El hombre libre conlleva como ‘condición’ el sentir, en distintos momentos y por diversas e interesadas razones, el ser perseguido. Un libre es una potencial amenaza para un sistema que se sustenta en la rigidez de una ideología, de un dogma.

La cuestión es tan trascendental como actual dado el panorama político moral que nos engloba. Y es pertinente y nada baladí el recurso a Maimónides, judío sefardí (1138 en Córdoba al 1204 en Egipto), quien ejerció de médico, filósofo, astrónomo y rabino de gran influencia. Ha de ser él quien señale expresamente a la teología como “causante de la implantación en el mundo de la metafísica del perseguidor: la teología es la enemiga de la filosofía, por tanto, cualquier forma de teología será un arma fundamental de los poderes perseguidores” (p. 31) Y continúa: “hay un instinto violento que anima al teólogo a configurar sus argumentos en función, no de la verdad (vale decir de la filosofía) sino de la conveniencia del poder político y la religión que lo legitima (‘repárese, estimo, en la contundencia real de este aserto, a tenor de los acontecimientos actuales, donde religión pudiera ser sustituido por ideología’) La teología es la forma en que ciertos intelectuales construyen la verdad epistémica del poder”

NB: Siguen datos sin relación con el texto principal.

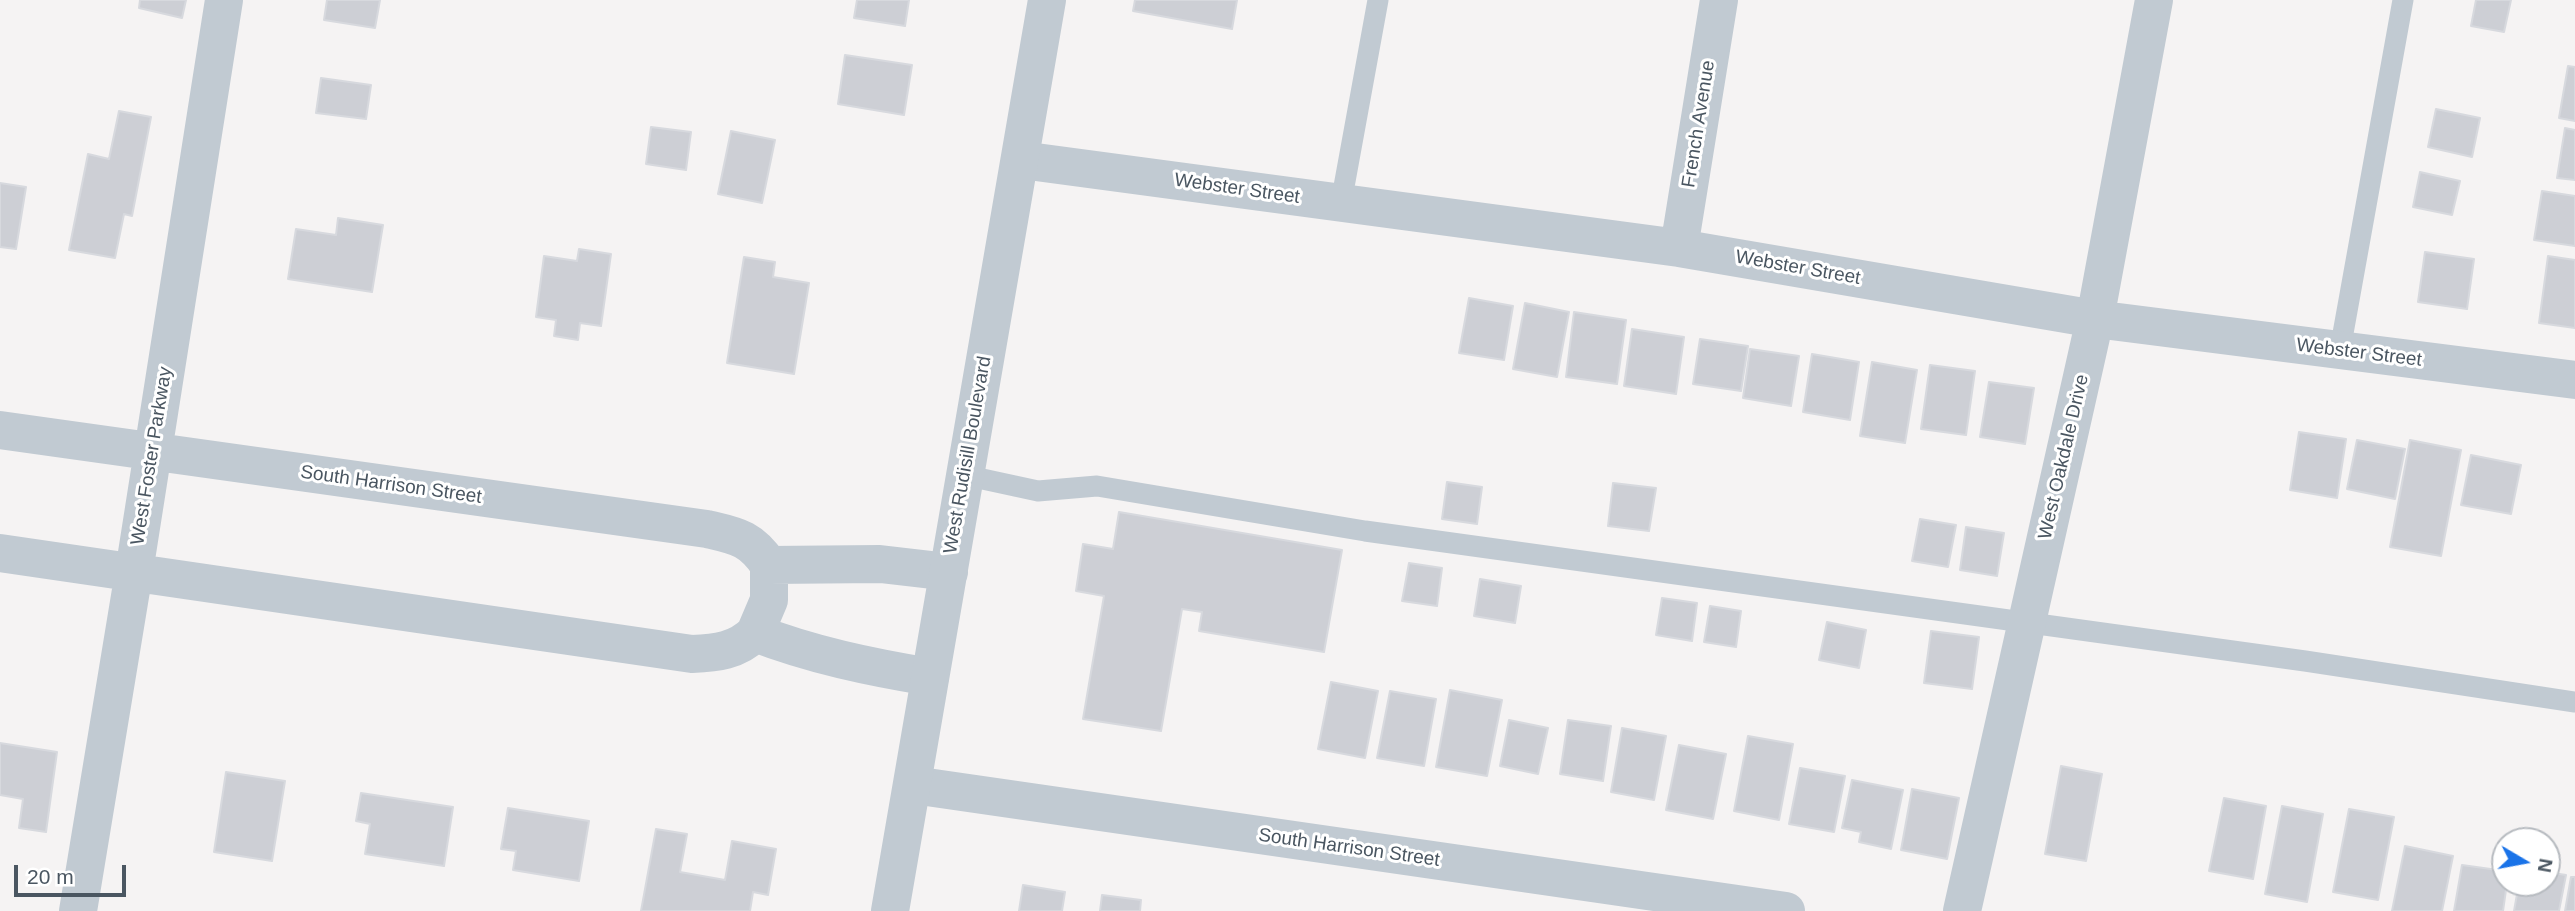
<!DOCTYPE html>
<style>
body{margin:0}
#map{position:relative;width:2575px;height:911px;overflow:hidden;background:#f5f3f3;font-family:Arial,sans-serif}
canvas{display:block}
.north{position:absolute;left:2491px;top:827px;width:70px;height:70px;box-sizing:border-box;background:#fff;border:2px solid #b7bbc0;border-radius:50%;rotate:100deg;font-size:19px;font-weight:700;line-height:28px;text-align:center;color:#4a5661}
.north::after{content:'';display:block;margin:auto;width:24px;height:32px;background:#1a73e8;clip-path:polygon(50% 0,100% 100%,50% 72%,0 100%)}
.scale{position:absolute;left:14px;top:865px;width:112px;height:32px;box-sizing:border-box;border:4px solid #4a5661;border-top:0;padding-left:9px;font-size:21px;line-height:24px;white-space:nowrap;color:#4a5661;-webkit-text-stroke:5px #fff;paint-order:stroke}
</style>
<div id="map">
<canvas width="2575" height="911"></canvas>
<div class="north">N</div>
<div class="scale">20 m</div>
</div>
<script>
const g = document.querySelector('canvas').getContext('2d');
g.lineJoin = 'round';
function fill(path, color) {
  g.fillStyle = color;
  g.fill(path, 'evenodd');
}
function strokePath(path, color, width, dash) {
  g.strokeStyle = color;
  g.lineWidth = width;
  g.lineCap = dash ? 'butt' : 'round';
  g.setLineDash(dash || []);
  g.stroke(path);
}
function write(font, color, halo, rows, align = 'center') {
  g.font = font + ' Arial,sans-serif';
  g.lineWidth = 6;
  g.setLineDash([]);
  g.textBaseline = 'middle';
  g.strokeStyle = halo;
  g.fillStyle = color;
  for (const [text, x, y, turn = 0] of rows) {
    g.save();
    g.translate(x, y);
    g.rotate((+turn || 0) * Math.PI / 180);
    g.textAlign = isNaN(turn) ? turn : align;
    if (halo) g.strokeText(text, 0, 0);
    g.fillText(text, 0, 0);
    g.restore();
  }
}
const building = new Path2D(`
 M140 0H186L182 18 139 8Z
 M327 0H380L375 28 324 20Z
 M857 0H909L905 26 854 18Z
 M1135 0H1237L1232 29 1133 11Z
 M2476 0H2511L2504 32 2471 26Z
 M845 55 912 65 904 115 838 104Z
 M2568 66 2575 67V121L2559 118Z
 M321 78 371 85 366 119 316 113Z
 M2436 109 2480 118 2472 157 2428 147Z
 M119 111 151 117 132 216 124 214 115 258 69 250 88 154 109 159Z
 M651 127 691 132 686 170 646 164Z
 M2565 128 2575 130V180L2557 178Z
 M731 131 775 140 762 203 718 194Z
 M2420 172 2460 181 2452 215 2413 207Z
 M0 183 26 187 16 249 0 247Z
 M2542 191 2575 196V246L2534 240Z
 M338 218 383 225 372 292 288 279 296 229 336 235Z
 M579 249 611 254 601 326 580 323 578 340 554 336 556 320 536 317 544 256 577 261Z
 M2425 252 2474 259 2467 309 2418 302Z
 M2548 256 2575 260V328L2539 323Z
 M744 257 775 262 773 277 809 283 794 374 727 363Z
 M1469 298 1513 306 1504 360 1459 353Z
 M1525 303 1569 312 1557 377 1513 369Z
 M1574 312 1626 320 1617 384 1566 377Z
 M1632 329 1684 337 1676 394 1624 386Z
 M1700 339 1748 346 1741 391 1693 384Z
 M1750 349 1799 356 1791 406 1743 398Z
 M1812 354 1859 362 1850 420 1803 412Z
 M1872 362 1917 370 1905 443 1860 436Z
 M1930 365 1975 371 1966 435 1921 429Z
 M1989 382 2034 388 2025 444 1980 437Z
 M2299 432 2346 439 2337 498 2290 490Z
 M2357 440 2405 449 2395 499 2347 489Z
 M2410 440 2461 450 2441 556 2390 547Z
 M2471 455 2521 465 2511 514 2461 505Z
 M1447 482 1482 487 1477 524 1442 519Z
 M1613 483 1656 488 1649 531 1608 526Z
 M1119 512 1342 550 1324 652 1199 631 1202 612 1182 609 1161 731 1083 719 1104 596 1076 591 1083 544 1113 549Z
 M1920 519 1956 525 1948 567 1912 561Z
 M1966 527 2004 533 1997 576 1960 570Z
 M1409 563 1442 568 1437 606 1402 601Z
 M1480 579 1521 586 1515 623 1474 616Z
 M1662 598 1697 603 1692 641 1656 635Z
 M1710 606 1741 611 1736 647 1704 642Z
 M1827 622 1866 630 1859 668 1819 660Z
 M1931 631 1979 637 1972 689 1924 683Z
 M1331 682 1378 691 1365 758 1318 749Z
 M1450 690 1502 700 1487 776 1436 767Z
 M1390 691 1436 699 1424 766 1377 758Z
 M1509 720 1548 728 1538 774 1500 766Z
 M1568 720 1611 726 1603 781 1560 774Z
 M1622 728 1666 736 1654 800 1611 792Z
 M1748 736 1793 744 1779 820 1734 811Z
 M0 743 57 752 46 832 19 828 23 799 0 795Z
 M1679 745 1726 754 1713 819 1666 810Z
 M2061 766 2102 774 2086 861 2045 854Z
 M1800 768 1845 776 1834 832 1789 824Z
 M226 772 285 781 272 861 214 852Z
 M1852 780 1903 790 1891 849 1859 842 1861 832 1842 828Z
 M1912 789 1959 798 1947 859 1901 850Z
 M361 793 453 807 444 866 365 854 370 824 356 821Z
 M2224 798 2266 806 2253 879 2209 871Z
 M2282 806 2323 814 2307 902 2265 894Z
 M508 808 589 821 579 881 513 870 516 851 501 849Z
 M2349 809 2394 817 2378 900 2333 892Z
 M656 829 687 834 680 872 725 880 732 841 776 849 768 895 753 892 750 911H641Z
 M2405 846 2453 856 2442 911H2392Z
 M2462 865 2505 871V883H2507L2503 911H2454Z
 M2547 872 2566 875 2559 911H2514L2519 883H2547Z
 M2571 877H2575V911H2565Z
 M1023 885 1065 892 1062 911H1019Z
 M1102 895 1141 900 1140 911H1100Z`);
const service = new Path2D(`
 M1341 203 1378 0
 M2340 350 2403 0
 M964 475 1038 491 1097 486 1365 531 2305 661 2575 702`);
const minor = new Path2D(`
 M1021 160 1679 248 2095 319 2575 380
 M1679 248 1719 0
 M0 430 707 529C737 536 751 538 769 565L880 564 949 572
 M0 553 692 654C716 653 737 651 755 633 812 655 870 667 930 677
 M755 633 769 600V565
 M913 785 1786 911
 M78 911 134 572 224 0
 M1962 911 2095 319 2154 0`);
const tertiary = new Path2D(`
 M890 911 1047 0`);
const streetNames = [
 ["French Avenue",1699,124,-81],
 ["Webster Street",1237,189,8],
 ["Webster Street",1798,268,10],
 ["Webster Street",2359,353,7],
 ["West Rudisill Boulevard",968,455,-80],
 ["West Foster Parkway",152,456,-81],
 ["West Oakdale Drive",2064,457,-77],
 ["South Harrison Street",391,485,8],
 ["South Harrison Street",1349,848,8]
];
fill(building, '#cdcfd5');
strokePath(building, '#d7d9de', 2);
strokePath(service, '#c1cad2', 21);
strokePath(minor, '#c1cad2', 38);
strokePath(tertiary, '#c1cad2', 38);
write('19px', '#4a5661', '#fff', streetNames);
</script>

El planteamiento del problema resulta de una meridiana claridad –actualizando los términos- para hacernos eco de una realidad inmediata, presente, bajo el marchamo de política práctica.

“Hay un enemigo del pueblo, el demonio, cuyo poder actúa para someter y seducir al pueblo. El carismático mesías (¿otra forma de poder?) se alza para luchar contra él, haciendo que paradójicamente su destino dependa siempre de la existencia del contrapoder. En la medida en que nunca cumple su oferta de redención, el pueblo y él mismo se transforman en figuras melancólicas” (p.103) Henos aquí ante una poesía para la verdad.

El libro, muy bien escrito, bajo la premisa estudiosa de un rigor muy elogiable (cada vez menos frecuente en las publicaciones de pensamiento, que suelen estar más atentas a las frivolidades de lo atrabiliario) resulta apasionante de seguir en su argumentación, y por ello la recomendación de su lectura se hace necesaria.

Bienvenido sea, así, el bien de la palabra.